*** Opening of Recorded information ***

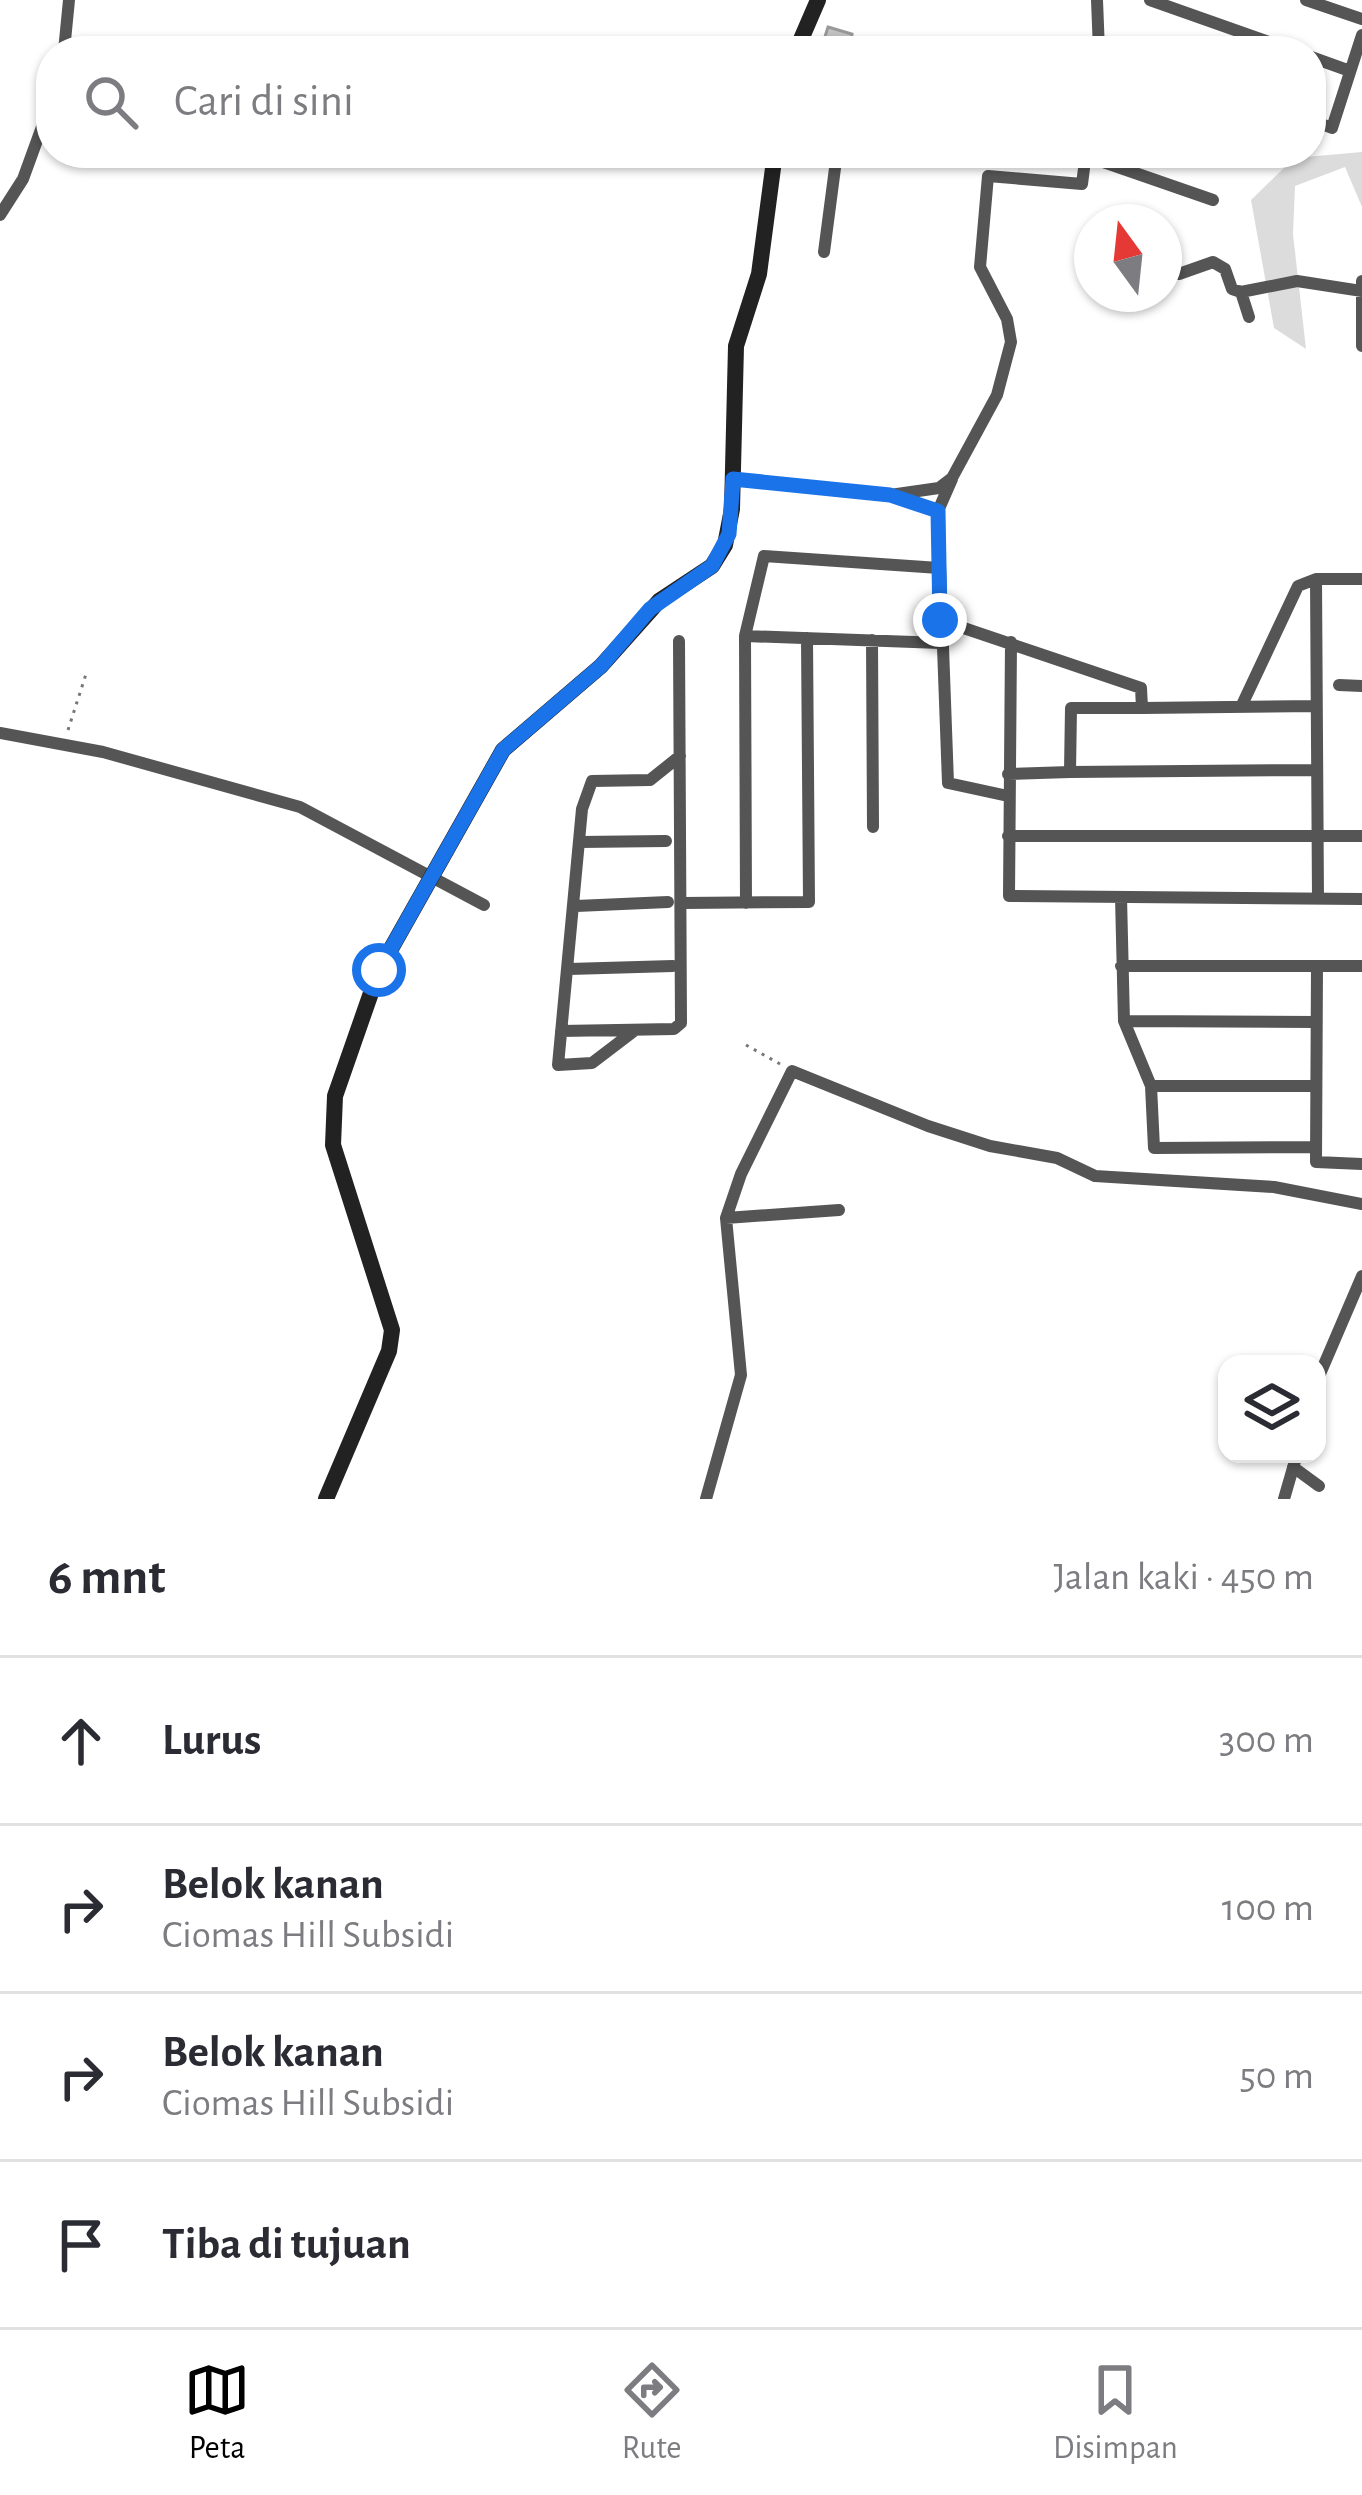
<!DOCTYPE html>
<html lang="id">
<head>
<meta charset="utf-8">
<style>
  body { margin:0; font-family:"Alegreya Sans",sans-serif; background:#f2f2f3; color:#2b2b33 }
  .controls { position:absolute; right:36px; bottom:36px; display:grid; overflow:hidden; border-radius:24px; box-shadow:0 3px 9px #0004 }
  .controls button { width:108px; height:108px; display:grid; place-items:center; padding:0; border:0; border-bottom:3px solid #e1e1e2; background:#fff; color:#2b2b33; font:60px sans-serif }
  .compass { position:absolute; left:1074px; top:204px; width:108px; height:108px; border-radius:50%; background:#fff; box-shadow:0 3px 9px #0004; rotate:345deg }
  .stop { position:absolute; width:36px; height:36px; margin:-27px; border:9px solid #1a73e8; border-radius:50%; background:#fff }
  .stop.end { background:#1a73e8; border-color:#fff; box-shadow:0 3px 12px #0008 }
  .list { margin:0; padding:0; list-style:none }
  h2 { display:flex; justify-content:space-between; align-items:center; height:156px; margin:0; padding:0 48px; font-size:51px }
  h2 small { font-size:39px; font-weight:400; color:#7c7c81 }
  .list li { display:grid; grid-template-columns:78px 1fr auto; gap:36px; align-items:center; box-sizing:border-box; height:168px; padding:0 48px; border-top:3px solid #e1e1e2 }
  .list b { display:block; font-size:45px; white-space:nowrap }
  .list p { margin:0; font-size:39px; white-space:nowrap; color:#7c7c81 }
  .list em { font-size:39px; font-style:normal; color:#7c7c81 }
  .icon { flex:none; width:66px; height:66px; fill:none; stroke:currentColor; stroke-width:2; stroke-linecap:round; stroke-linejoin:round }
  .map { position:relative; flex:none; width:1362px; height:1499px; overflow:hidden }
  .search { position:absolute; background:#fff; box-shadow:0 3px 9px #0004; left:36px; right:36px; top:36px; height:132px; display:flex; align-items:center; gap:30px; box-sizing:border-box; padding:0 42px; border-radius:48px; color:#7c7c81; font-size:45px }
  .sheet { height:828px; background:#fff }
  nav { display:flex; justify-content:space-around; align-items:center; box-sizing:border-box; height:168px; border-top:3px solid #e1e1e2; background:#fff; font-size:33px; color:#7c7c81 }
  nav a { display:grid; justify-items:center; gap:6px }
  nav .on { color:#000 }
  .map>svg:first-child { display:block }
  .green { fill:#dcdcdc }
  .building { fill:#c4c4c4; stroke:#999; stroke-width:3 }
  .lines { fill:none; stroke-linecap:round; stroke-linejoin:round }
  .path { stroke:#777; stroke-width:3; stroke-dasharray:3 6; stroke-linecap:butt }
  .street { stroke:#555; stroke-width:12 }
  .secondary { stroke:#222; stroke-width:16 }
  .route { stroke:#1a73e8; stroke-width:15 }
</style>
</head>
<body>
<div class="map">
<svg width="1362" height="1499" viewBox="0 0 1362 1499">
  <rect width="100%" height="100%" fill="#fff"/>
  <!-- green -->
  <path class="green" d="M1362 152V207L1345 167 1295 186 1293 234 1306 349 1274 328 1251 200 1294 158Z"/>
  <!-- building -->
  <path class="building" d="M828 27 852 34 850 51H810L816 38 824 40Z"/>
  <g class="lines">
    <!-- path -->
    <path class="path" d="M68 730 87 671
      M746 1045 780 1064"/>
    <!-- street -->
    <path class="street" d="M1097 0 1099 51
      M1150 0 1294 51
      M1306 0 1362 19
      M1101 42 1125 51
      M64 51 69 0
      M1311 57 1350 71
      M1311 120 1332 128 1362 35
      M1248 153 1251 154
      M1086 156 1213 200
      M0 215 23 179 51 102
      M824 252 837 153
      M1179 274 1213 262 1225 269 1232 289 1241 292 1297 281 1362 291
      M1362 281V346
      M1241 292 1249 317
      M733 479 890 495 938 511
      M952 479 938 511 948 783 1008 796
      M890 495 939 488 952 478 997 395 1011 342 1007 319 980 267 988 176 1082 184 1086 153
      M1316 579 1318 899
      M940 620 1141 688 1142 708H1071L1070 772 1316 770
      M745 636 941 643
      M872 640 873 827
      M1011 642 1009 896 1362 899
      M1339 685 1362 686
      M1241 707 1298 586 1316 579H1362
      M1142 708 1316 706
      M0 733 103 752 300 807 484 905
      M1008 774 1070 772
      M1008 836H1362
      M580 842 666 841
      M1121 897 1124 1021 1151 1086 1154 1148 1316 1147
      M683 903 809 902 807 638
      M746 903 745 636 764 556 939 568
      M576 906 668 902
      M1121 966H1362
      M1317 966 1316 1162 1362 1164
      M569 969 673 966
      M1124 1021 1316 1022
      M561 1031 674 1029 681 1023 679 641
      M634 1031 592 1063 558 1065 582 809 592 781 650 780 680 756
      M1151 1086H1316
      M726 1218 839 1210
      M1317 1381 1362 1276
      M1293 1467 1319 1486
      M706 1499 741 1375 726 1218 741 1174 792 1071 928 1126 990 1146 1057 1158 1095 1176 1274 1187 1362 1204
      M1284 1499 1297 1454"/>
    <!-- secondary -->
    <path class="secondary" d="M796 51 818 0
      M326 1499 389 1351 392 1330 333 1145 335 1096 379 970 503 750 601 666 659 601 712 566 725 545 732 509 736 346 759 274 775 153"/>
  </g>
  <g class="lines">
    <!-- route -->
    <path class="route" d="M379 970 503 750 601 666 650 609 712 566 729 534 733 479 890 495 938 511 940 620"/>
  </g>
</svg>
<div class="controls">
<button><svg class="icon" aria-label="layers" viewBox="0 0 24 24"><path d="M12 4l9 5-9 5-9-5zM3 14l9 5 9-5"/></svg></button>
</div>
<svg class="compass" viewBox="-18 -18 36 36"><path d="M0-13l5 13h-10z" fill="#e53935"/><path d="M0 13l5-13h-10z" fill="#7c7c81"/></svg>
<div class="stop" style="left:379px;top:970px"></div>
<div class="stop end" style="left:940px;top:620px"></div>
<div class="search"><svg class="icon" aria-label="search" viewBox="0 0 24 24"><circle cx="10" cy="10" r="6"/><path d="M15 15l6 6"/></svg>Cari di sini</div>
</div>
<section class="sheet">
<h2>6 mnt<small>Jalan kaki · 450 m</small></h2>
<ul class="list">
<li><svg class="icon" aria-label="ahead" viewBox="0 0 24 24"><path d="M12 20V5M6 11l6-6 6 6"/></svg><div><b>Lurus</b></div><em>300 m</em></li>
<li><svg class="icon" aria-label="right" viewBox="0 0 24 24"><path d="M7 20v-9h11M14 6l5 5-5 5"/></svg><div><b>Belok kanan</b><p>Ciomas Hill Subsidi</p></div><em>100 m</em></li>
<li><svg class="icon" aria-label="right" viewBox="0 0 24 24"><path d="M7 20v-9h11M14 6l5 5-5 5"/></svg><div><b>Belok kanan</b><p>Ciomas Hill Subsidi</p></div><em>50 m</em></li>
<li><svg class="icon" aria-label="arrive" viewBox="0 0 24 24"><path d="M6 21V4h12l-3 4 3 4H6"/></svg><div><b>Tiba di tujuan</b></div></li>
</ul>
</section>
<nav>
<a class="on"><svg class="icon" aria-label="map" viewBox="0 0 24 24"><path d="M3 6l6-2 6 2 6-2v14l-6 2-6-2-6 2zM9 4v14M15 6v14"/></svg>Peta</a>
<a><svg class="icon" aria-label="directions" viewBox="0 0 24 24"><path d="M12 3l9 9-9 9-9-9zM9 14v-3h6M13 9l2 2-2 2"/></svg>Rute</a>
<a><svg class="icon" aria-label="saved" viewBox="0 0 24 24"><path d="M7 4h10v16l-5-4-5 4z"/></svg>Disimpan</a>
</nav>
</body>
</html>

*** Close of Recorded information ***

→ What you have to do
Copy out the lines above with "bottom" in them.

→ Result of this exercise
  .controls { position:absolute; right:36px; bottom:36px; display:grid; overflow:hidden; border-radius:24px; box-shadow:0 3px 9px #0004 }
  .controls button { width:108px; height:108px; display:grid; place-items:center; padding:0; border:0; border-bottom:3px solid #e1e1e2; background:#fff; color:#2b2b33; font:60px sans-serif }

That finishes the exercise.